→ **Data supplied**:
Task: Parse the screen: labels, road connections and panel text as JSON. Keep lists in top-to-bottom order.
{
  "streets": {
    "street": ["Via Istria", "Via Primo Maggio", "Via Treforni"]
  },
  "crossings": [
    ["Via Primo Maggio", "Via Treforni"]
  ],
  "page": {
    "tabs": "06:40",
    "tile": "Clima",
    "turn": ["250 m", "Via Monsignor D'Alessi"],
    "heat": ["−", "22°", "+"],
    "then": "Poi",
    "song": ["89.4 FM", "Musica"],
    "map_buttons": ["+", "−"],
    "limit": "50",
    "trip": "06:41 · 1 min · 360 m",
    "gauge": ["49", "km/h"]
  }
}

→ **Instructions to follow**: Write down all of the records again, word for word.

→ **Output for this task**:
Task: Parse the screen: labels, road connections and panel text as JSON. Keep lists in top-to-bottom order.
{
  "streets": {
    "street": ["Via Istria", "Via Primo Maggio", "Via Treforni"]
  },
  "crossings": [
    ["Via Primo Maggio", "Via Treforni"]
  ],
  "page": {
    "tabs": "06:40",
    "tile": "Clima",
    "turn": ["250 m", "Via Monsignor D'Alessi"],
    "heat": ["−", "22°", "+"],
    "then": "Poi",
    "song": ["89.4 FM", "Musica"],
    "map_buttons": ["+", "−"],
    "limit": "50",
    "trip": "06:41 · 1 min · 360 m",
    "gauge": ["49", "km/h"]
  }
}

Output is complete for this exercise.